# YOUR ASSIGNMENT:
Give the number of lines below that contain the word "Mbayo", and nothing else.
*** Opening of INPUT DATA ***
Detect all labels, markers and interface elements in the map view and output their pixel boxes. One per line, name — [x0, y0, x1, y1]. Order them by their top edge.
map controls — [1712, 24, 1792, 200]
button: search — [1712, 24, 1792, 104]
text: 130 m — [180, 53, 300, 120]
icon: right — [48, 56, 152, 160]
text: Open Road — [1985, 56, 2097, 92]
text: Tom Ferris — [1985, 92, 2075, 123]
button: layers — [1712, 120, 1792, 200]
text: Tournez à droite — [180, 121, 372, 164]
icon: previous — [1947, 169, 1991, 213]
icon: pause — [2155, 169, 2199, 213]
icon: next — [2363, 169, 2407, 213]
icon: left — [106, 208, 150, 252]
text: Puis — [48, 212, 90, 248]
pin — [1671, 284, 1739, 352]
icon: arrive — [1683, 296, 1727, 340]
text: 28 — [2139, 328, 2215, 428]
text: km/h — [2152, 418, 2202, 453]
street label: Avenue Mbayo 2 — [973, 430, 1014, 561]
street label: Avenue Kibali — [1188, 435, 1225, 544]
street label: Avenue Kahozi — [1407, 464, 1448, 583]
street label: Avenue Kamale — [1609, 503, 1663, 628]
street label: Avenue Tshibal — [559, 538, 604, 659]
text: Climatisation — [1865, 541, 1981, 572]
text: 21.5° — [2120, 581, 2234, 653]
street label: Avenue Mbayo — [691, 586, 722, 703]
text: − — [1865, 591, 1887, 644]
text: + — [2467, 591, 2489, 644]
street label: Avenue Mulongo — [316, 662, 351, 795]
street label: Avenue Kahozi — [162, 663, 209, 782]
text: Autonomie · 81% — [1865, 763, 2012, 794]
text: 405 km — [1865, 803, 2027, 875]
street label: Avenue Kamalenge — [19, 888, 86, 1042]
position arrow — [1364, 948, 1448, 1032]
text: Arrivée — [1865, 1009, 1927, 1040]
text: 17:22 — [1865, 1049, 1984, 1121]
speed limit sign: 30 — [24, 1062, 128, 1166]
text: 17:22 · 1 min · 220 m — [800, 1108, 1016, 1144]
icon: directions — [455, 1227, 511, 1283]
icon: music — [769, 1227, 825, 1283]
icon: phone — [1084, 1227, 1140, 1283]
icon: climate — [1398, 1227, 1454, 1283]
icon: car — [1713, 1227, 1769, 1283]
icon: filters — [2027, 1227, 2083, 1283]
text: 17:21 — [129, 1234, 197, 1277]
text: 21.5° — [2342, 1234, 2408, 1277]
*** Close of INPUT DATA ***
# FINISHED TASK:
2